[[ Supplied data, beginning ]]
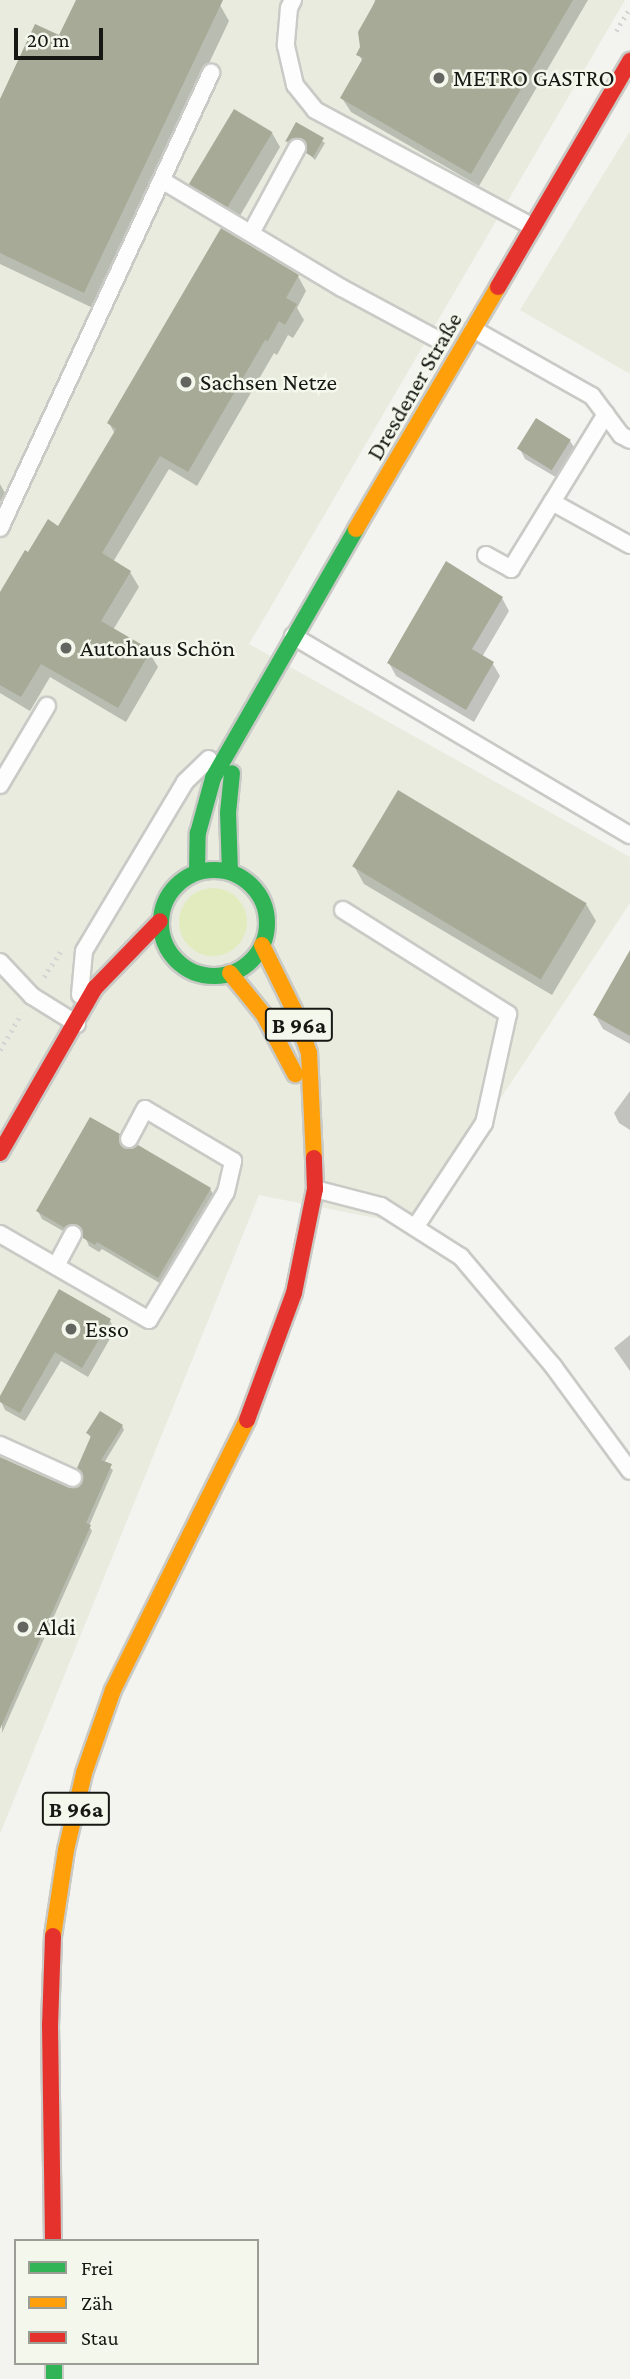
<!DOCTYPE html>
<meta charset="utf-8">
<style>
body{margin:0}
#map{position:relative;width:630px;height:2379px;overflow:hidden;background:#f3f4ef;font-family:"Crimson Pro",serif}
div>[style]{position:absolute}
.built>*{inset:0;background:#e8ebde}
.green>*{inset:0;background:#e2ebbe}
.round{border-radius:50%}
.shadow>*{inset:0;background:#0003}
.building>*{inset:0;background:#a7aa97;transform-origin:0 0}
.path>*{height:4.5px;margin-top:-2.25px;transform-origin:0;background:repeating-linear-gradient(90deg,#d4d4d3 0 2px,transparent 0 7px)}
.roads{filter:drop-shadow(2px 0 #c9cac6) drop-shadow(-2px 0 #c9cac6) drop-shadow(0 2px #c9cac6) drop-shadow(0 -2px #c9cac6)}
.lane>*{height:16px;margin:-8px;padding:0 8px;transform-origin:8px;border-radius:8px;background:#fdfdfd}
.fast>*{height:16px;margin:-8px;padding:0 8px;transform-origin:8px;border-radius:8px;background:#30b455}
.fast>.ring{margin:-8px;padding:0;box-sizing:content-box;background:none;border:16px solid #30b455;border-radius:50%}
.slow>*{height:16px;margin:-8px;padding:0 8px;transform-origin:8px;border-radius:8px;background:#ff9f0a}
.jam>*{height:16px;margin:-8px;padding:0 8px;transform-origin:8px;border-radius:8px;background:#e5322d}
.dots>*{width:19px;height:19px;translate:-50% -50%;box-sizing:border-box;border:4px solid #f4f7ec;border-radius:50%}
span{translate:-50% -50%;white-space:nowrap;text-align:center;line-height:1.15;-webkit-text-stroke:5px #f4f7ec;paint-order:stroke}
.shield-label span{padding:2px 5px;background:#f4f7ec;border:2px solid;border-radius:5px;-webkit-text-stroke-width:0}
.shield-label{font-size:23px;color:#171814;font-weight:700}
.poi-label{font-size:24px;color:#171814}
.left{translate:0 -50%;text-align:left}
.street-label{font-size:24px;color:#171814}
.legend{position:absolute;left:14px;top:2239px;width:245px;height:126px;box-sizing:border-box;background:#f4f7ec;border:2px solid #9c9e96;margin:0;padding:9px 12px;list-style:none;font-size:21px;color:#171814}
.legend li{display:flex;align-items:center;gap:14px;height:35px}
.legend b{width:35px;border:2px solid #9c9e96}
.scale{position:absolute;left:14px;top:28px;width:89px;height:32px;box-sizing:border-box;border:4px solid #171814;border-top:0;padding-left:9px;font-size:21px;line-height:24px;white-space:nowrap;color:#171814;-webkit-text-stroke:5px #f4f7ec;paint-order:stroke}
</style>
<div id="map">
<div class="built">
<i style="clip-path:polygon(0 0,625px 0,249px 644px,630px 857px,630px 903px,416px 1226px,259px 1195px,0 1834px)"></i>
<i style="clip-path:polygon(630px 131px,630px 374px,520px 310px)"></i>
</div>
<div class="green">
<i class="round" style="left:179px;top:888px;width:68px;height:68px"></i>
</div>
<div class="shadow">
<i style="clip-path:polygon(78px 0,209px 0,220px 5px,229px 21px,93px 308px,0 264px,0 99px,60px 38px)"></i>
<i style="clip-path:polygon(375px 0,588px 0,479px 186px,351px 112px,342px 98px,363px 62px,359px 55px)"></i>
<i style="clip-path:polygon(297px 125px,325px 143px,315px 160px,308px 153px,307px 143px,299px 142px,289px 145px,287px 142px)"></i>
<i style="clip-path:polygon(272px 133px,280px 147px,237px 221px,199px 198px,191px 185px)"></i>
<i style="clip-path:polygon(298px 276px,306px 291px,297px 308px,304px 320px,293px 338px,288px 335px,277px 355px,274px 353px,197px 486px,169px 469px,113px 562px,130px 572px,139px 587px,113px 630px,149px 652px,158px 667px,126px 722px,50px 677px,30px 711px,0 693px,0 596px,28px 554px,59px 528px,115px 434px,109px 423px)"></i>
<i style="clip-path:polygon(570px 441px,576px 450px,559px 479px,525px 459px,520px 449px)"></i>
<i style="clip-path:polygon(0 484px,5px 493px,0 502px)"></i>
<i style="clip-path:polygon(502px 598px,509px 611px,482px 657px,493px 664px,500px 676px,474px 722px,396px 676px,389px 663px)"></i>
<i style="clip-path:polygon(354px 866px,586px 904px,596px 921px,552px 995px,364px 884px)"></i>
<i style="clip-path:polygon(630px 964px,630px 1044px,603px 1029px,595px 1015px)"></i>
<i style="clip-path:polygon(630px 1091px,630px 1130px,619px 1123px,614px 1113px)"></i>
<i style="clip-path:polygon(118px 1135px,123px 1144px,122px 1149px,210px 1189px,215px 1197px,163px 1285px,102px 1249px,99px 1252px,89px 1246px,83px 1232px,70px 1235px,42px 1219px,38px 1211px)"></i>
<i style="clip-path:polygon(60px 1291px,110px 1321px,115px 1330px,88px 1377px,61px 1361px,25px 1421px,5px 1410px,0 1399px)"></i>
<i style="clip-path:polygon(630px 1335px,630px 1371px,614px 1348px)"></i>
<i style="clip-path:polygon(122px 1426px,124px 1430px,104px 1463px,113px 1470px,89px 1526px,92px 1531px,2px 1733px,0 1458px,75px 1490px,85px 1482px,91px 1438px,88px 1433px)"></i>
</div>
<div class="building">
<i style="clip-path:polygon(76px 0,223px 0,84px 293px,0 253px,0 99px,35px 24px,59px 35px)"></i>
<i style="clip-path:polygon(376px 0,573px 0,471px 174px,340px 98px,363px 58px,356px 55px,360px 47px,358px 32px)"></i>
<i style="left:234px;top:109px;width:45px;height:88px;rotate:31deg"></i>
<i style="clip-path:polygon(296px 122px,324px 138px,313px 157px,306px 153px,307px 147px,303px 139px,296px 138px,285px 142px)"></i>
<i style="clip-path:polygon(221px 228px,299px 275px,286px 298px,297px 304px,285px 325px,279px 321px,268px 341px,265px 340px,188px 472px,160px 456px,102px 553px,131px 571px,101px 621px,151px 650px,118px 708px,41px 664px,21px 697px,0 685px,0 592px,25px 550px,28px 552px,48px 519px,58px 526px,116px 429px,107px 423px)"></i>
<i style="left:536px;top:418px;width:41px;height:36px;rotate:32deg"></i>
<i style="clip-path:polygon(446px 561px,503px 597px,472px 649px,494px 662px,466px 710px,387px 663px)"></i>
<i style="left:398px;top:790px;width:220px;height:89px;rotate:31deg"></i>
<i style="clip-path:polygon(630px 950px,630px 1036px,593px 1015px)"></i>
<i style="clip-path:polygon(90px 1117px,120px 1134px,119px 1140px,123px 1148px,130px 1149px,138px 1145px,211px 1188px,158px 1278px,97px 1242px,95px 1245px,83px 1238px,78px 1225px,72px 1224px,65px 1228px,36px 1211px)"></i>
<i style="clip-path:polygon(59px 1289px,111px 1319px,82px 1368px,55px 1352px,20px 1413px,0 1402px,0 1396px)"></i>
<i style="clip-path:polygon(100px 1411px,123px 1425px,101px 1460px,112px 1464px,86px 1523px,91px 1525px,0 1729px,0 1457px,69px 1488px,79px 1487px,83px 1476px,77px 1468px,91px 1436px,86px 1433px)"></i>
</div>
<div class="path">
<i style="left:616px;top:31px;width:27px;rotate:-59deg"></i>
<i style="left:44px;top:977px;width:30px;rotate:-57deg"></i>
<i style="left:0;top:1050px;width:42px;rotate:-59.7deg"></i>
</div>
<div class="roads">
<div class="lane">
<i style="left:293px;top:0;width:9px;rotate:117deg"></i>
<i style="left:289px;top:8px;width:38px;rotate:95deg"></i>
<i style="left:286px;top:46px;width:40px;rotate:77deg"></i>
<i style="left:295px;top:85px;width:32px;rotate:51deg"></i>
<i style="left:315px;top:110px;width:247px;rotate:28.2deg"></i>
<i style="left:163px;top:181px;width:209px;rotate:30.9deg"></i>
<i style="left:342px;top:288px;width:106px;rotate:28.3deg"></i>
<i style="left:251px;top:233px;width:97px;rotate:-61.6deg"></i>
<i style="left:473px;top:329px;width:137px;rotate:29.4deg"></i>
<i style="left:592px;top:396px;width:49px;rotate:53.4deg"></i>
<i style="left:621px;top:435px;width:10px;rotate:29deg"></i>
<i style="left:606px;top:414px;width:103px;rotate:121.5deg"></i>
<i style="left:552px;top:502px;width:89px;rotate:28.9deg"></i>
<i style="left:0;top:528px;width:502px;rotate:-65.12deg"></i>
<i style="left:486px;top:555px;width:29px;rotate:29deg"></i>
<i style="left:511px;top:569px;width:79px;rotate:-58.5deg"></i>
<i style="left:293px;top:636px;width:391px;rotate:30.6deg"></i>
<i style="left:0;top:785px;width:92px;rotate:-59.3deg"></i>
<i style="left:343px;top:910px;width:195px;rotate:32.2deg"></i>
<i style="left:508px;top:1014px;width:112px;rotate:102.4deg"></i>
<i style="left:484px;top:1123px;width:123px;rotate:123.4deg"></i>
<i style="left:0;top:962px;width:47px;rotate:46.7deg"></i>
<i style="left:32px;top:996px;width:53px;rotate:31.9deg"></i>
<i style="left:80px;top:995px;width:44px;rotate:-84.8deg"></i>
<i style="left:84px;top:951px;width:197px;rotate:-59.1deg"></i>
<i style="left:185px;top:782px;width:33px;rotate:-44deg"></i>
<i style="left:315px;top:1189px;width:68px;rotate:14.4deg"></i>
<i style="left:381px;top:1206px;width:95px;rotate:32.5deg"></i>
<i style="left:461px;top:1257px;width:143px;rotate:49.8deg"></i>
<i style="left:553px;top:1366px;width:130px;rotate:53.7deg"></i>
<i style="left:0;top:1234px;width:172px;rotate:30deg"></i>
<i style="left:149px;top:1320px;width:149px;rotate:-59deg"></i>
<i style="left:226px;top:1192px;width:32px;rotate:-77deg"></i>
<i style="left:233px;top:1161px;width:102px;rotate:-149.4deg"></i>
<i style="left:145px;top:1109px;width:34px;rotate:118deg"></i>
<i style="left:56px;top:1266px;width:36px;rotate:-62deg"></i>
<i style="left:0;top:1445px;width:80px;rotate:24.3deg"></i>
</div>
<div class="fast">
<i class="ring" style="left:161px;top:870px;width:90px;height:90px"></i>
<i style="left:197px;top:872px;width:39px;rotate:-89deg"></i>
<i style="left:198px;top:833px;width:57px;rotate:-74.7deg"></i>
<i style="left:213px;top:778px;width:287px;rotate:-60.1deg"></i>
<i style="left:230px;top:872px;width:59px;rotate:-91.9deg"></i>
<i style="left:228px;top:813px;width:40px;rotate:-84.3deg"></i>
<i style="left:54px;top:2363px;width:16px;rotate:90deg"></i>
</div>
<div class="slow">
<i style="left:356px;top:529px;width:281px;rotate:-59.6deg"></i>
<i style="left:262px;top:945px;width:72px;rotate:63.8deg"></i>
<i style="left:294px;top:1010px;width:46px;rotate:70.8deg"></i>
<i style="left:309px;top:1053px;width:105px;rotate:87.3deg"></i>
<i style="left:230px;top:973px;width:54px;rotate:51deg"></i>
<i style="left:264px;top:1015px;width:67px;rotate:62.3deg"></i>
<i style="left:53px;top:1936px;width:87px;rotate:-81.4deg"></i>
<i style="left:66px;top:1850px;width:79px;rotate:-76.8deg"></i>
<i style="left:84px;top:1773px;width:88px;rotate:-70.7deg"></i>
<i style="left:113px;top:1690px;width:301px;rotate:-63.6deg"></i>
</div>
<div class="jam">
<i style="left:498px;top:287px;width:262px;rotate:-59.7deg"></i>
<i style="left:0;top:1153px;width:190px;rotate:-60.1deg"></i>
<i style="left:95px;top:988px;width:93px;rotate:-45.9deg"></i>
<i style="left:247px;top:1420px;width:135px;rotate:-69.7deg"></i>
<i style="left:294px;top:1293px;width:106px;rotate:-78.6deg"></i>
<i style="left:315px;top:1189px;width:31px;rotate:-92deg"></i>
<i style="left:53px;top:1936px;width:89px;rotate:91.9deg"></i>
<i style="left:50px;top:2025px;width:216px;rotate:89.2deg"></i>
</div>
</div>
<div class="dots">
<i style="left:439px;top:78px;background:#646561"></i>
<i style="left:186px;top:382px;background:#646561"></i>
<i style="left:66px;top:648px;background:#646561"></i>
<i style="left:71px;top:1329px;background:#646561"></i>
<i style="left:23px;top:1627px;background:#646561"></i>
</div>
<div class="shield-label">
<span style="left:299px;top:1025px">B 96a</span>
<span style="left:76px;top:1809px">B 96a</span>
</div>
<div class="poi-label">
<span class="left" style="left:453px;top:78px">METRO GASTRO</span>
<span class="left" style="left:200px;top:382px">Sachsen Netze</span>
<span class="left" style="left:80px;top:648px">Autohaus Schön</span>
<span class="left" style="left:85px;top:1329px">Esso</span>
<span class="left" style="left:37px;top:1627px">Aldi</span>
</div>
<div class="street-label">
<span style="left:414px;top:386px;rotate:-60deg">Dresdener Straße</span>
</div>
<ul class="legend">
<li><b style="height:9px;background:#30b455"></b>Frei</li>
<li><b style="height:9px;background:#ff9f0a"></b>Zäh</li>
<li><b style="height:9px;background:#e5322d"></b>Stau</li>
</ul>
<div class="scale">20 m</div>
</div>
[[ Supplied data, end ]]
What is expected: Go back to the entries above and restate word for word every line from the first through the one that contains "0 #c9cac6) drop-shadow(-2px", leaving the pictures behind.

Solution for this problem:
<!DOCTYPE html>
<meta charset="utf-8">
<style>
body{margin:0}
#map{position:relative;width:630px;height:2379px;overflow:hidden;background:#f3f4ef;font-family:"Crimson Pro",serif}
div>[style]{position:absolute}
.built>*{inset:0;background:#e8ebde}
.green>*{inset:0;background:#e2ebbe}
.round{border-radius:50%}
.shadow>*{inset:0;background:#0003}
.building>*{inset:0;background:#a7aa97;transform-origin:0 0}
.path>*{height:4.5px;margin-top:-2.25px;transform-origin:0;background:repeating-linear-gradient(90deg,#d4d4d3 0 2px,transparent 0 7px)}
.roads{filter:drop-shadow(2px 0 #c9cac6) drop-shadow(-2px 0 #c9cac6) drop-shadow(0 2px #c9cac6) drop-shadow(0 -2px #c9cac6)}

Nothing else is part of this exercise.